### PROBLEM STATEMENT
I would like the records restated word for word, without the pictures.

════════

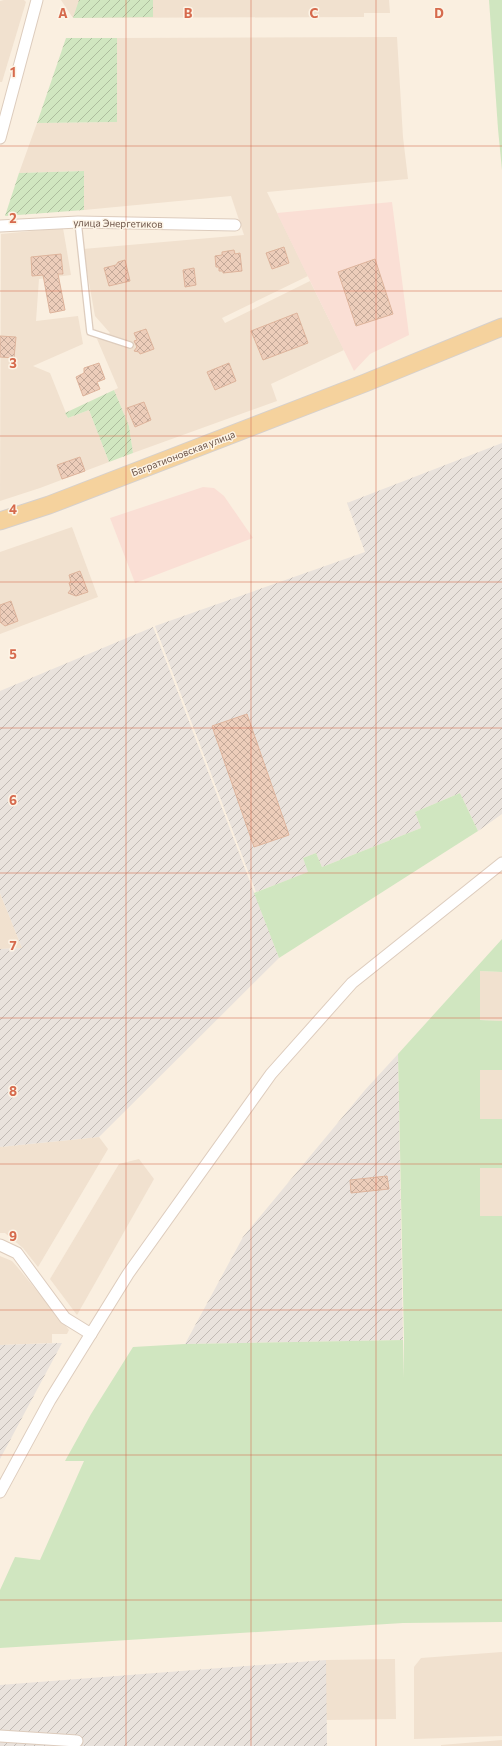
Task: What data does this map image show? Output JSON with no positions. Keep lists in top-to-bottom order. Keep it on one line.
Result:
{"streets":{"main road":["Багратионовская улица"],"street":["улица Энергетиков"]},"grid":{"columns":["A","B","C","D"],"rows":["1","2","3","4","5","6","7","8","9"]}}
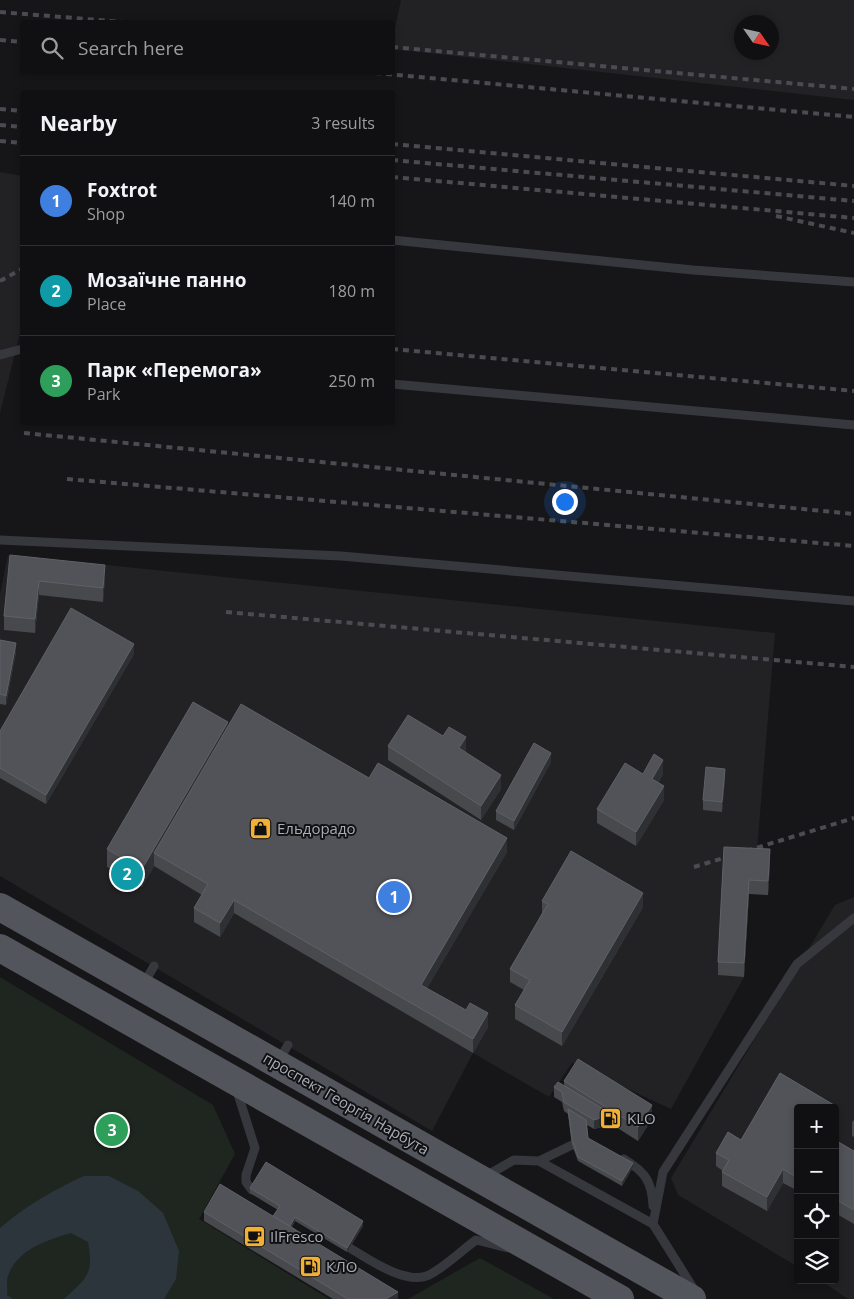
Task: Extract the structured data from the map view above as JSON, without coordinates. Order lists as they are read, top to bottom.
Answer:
{
  "streets": {
    "main road": ["проспект Георгія Нарбута"]
  },
  "places": {
    "shop": ["Ельдорадо"],
    "fuel station": ["KLO", "КЛО"],
    "cafe": ["IlFresco"]
  },
  "north": "bottom right",
  "page": {
    "search": "Search here",
    "heading": ["Nearby", "3 results"],
    "list": [
      {
        "mark": "1",
        "name": "Foxtrot",
        "note": "Shop",
        "value": "140 m"
      },
      {
        "mark": "2",
        "name": "Мозаїчне панно",
        "note": "Place",
        "value": "180 m"
      },
      {
        "mark": "3",
        "name": "Парк «Перемога»",
        "note": "Park",
        "value": "250 m"
      }
    ],
    "pins": ["2", "1", "3"],
    "map_buttons": ["+", "−"]
  }
}
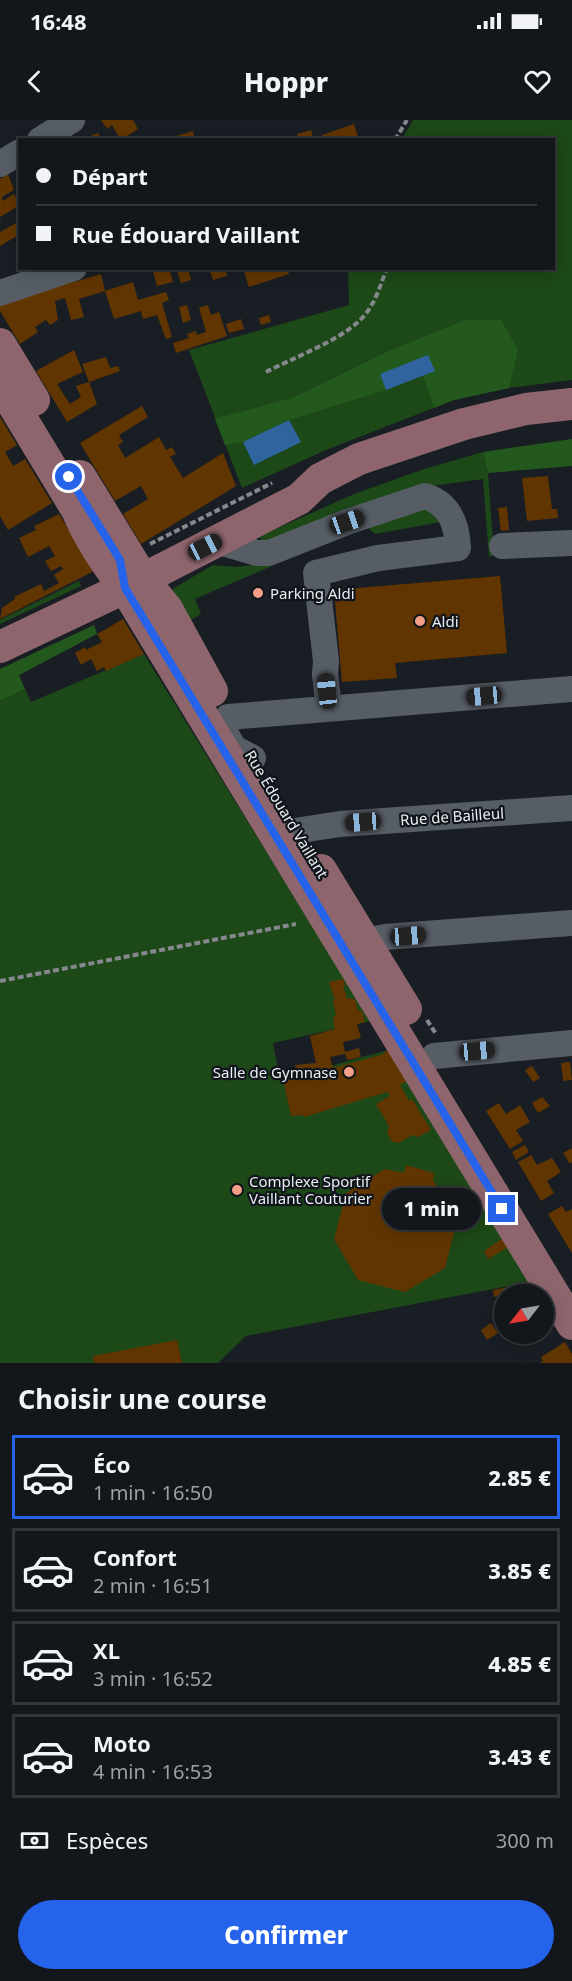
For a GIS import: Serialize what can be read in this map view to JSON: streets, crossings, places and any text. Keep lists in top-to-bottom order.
{
  "streets": {
    "main road": ["Rue Édouard Vaillant"],
    "street": ["Rue de Bailleul"]
  },
  "crossings": [
    ["Rue Édouard Vaillant", "Rue de Bailleul"]
  ],
  "places": [
    "Parking Aldi",
    "Aldi",
    "Salle de Gymnase",
    "Complexe Sportif Vaillant Couturier"
  ],
  "north": "bottom left",
  "page": {
    "status": "16:48",
    "header": "Hoppr",
    "banner": ["Départ", "Rue Édouard Vaillant"],
    "bubble": "1 min",
    "heading": "Choisir une course",
    "list": [
      {
        "name": "Éco",
        "note": "1 min · 16:50",
        "value": "2.85 €"
      },
      {
        "name": "Confort",
        "note": "2 min · 16:51",
        "value": "3.85 €"
      },
      {
        "name": "XL",
        "note": "3 min · 16:52",
        "value": "4.85 €"
      },
      {
        "name": "Moto",
        "note": "4 min · 16:53",
        "value": "3.43 €"
      }
    ],
    "pay": ["Espèces", "300 m"],
    "buttons": "Confirmer"
  }
}
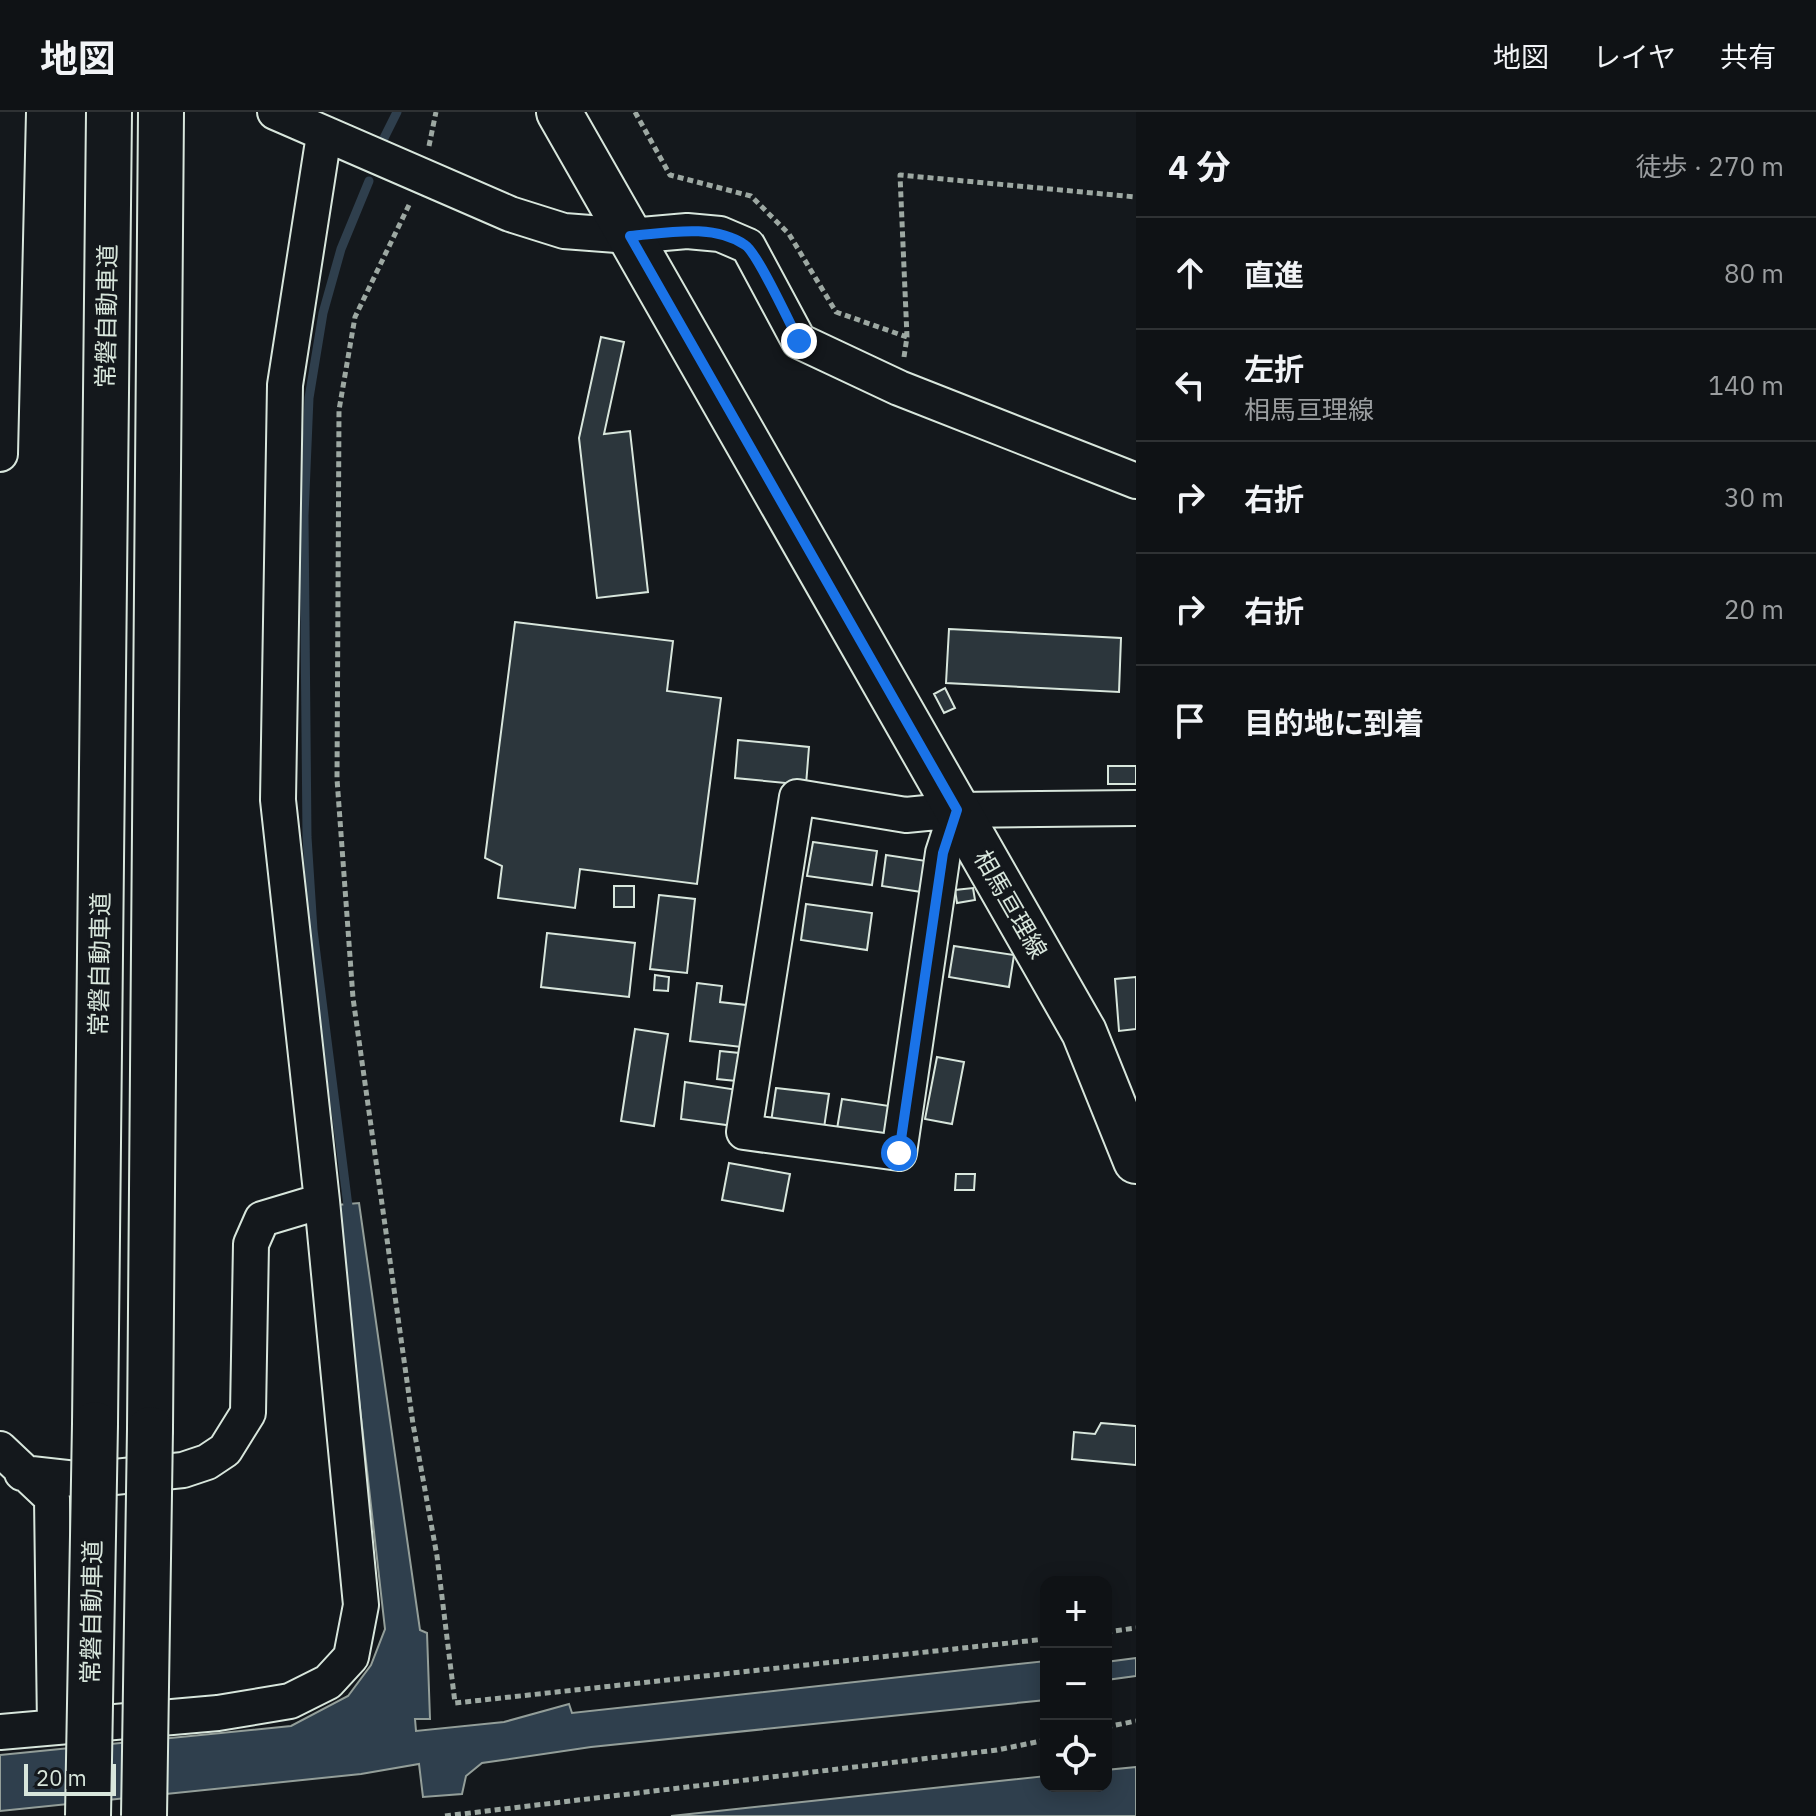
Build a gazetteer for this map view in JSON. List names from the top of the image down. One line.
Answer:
{"streets":{"main road":["常磐自動車道","相馬亘理線"]},"scale_bar":"20 m","page":{"header":"地図","nav":["地図","レイヤ","共有"],"heading":["4 分","徒歩 · 270 m"],"list":[["直進","80 m"],["左折","相馬亘理線","140 m"],["右折","30 m"],["右折","20 m"],"目的地に到着"],"map_buttons":["+","−"],"scale":"20 m"}}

════════

### RESULT
Task: What data does this map image show? Output JSON with no positions. Keep lists in top-to-bottom order. Keep it on one line.
Result:
{"streets":{"main road":["Багратионовская улица"],"street":["улица Энергетиков"]},"grid":{"columns":["A","B","C","D"],"rows":["1","2","3","4","5","6","7","8","9"]}}
Task: Extract the structured data from the map view above as JSON, without coordinates. Order lists as they are read, top to bottom.
Answer:
{
  "streets": {
    "main road": ["проспект Георгія Нарбута"]
  },
  "places": {
    "shop": ["Ельдорадо"],
    "fuel station": ["KLO", "КЛО"],
    "cafe": ["IlFresco"]
  },
  "north": "bottom right",
  "page": {
    "search": "Search here",
    "heading": ["Nearby", "3 results"],
    "list": [
      {
        "mark": "1",
        "name": "Foxtrot",
        "note": "Shop",
        "value": "140 m"
      },
      {
        "mark": "2",
        "name": "Мозаїчне панно",
        "note": "Place",
        "value": "180 m"
      },
      {
        "mark": "3",
        "name": "Парк «Перемога»",
        "note": "Park",
        "value": "250 m"
      }
    ],
    "pins": ["2", "1", "3"],
    "map_buttons": ["+", "−"]
  }
}
For a GIS import: Serialize what can be read in this map view to JSON: streets, crossings, places and any text. Keep lists in top-to-bottom order.
{
  "streets": {
    "main road": ["Rue Édouard Vaillant"],
    "street": ["Rue de Bailleul"]
  },
  "crossings": [
    ["Rue Édouard Vaillant", "Rue de Bailleul"]
  ],
  "places": [
    "Parking Aldi",
    "Aldi",
    "Salle de Gymnase",
    "Complexe Sportif Vaillant Couturier"
  ],
  "north": "bottom left",
  "page": {
    "status": "16:48",
    "header": "Hoppr",
    "banner": ["Départ", "Rue Édouard Vaillant"],
    "bubble": "1 min",
    "heading": "Choisir une course",
    "list": [
      {
        "name": "Éco",
        "note": "1 min · 16:50",
        "value": "2.85 €"
      },
      {
        "name": "Confort",
        "note": "2 min · 16:51",
        "value": "3.85 €"
      },
      {
        "name": "XL",
        "note": "3 min · 16:52",
        "value": "4.85 €"
      },
      {
        "name": "Moto",
        "note": "4 min · 16:53",
        "value": "3.43 €"
      }
    ],
    "pay": ["Espèces", "300 m"],
    "buttons": "Confirmer"
  }
}
Build a gazetteer for this map view in JSON. List names from the top of the image down. One line.
Answer:
{"streets":{"main road":["常磐自動車道","相馬亘理線"]},"scale_bar":"20 m","page":{"header":"地図","nav":["地図","レイヤ","共有"],"heading":["4 分","徒歩 · 270 m"],"list":[["直進","80 m"],["左折","相馬亘理線","140 m"],["右折","30 m"],["右折","20 m"],"目的地に到着"],"map_buttons":["+","−"],"scale":"20 m"}}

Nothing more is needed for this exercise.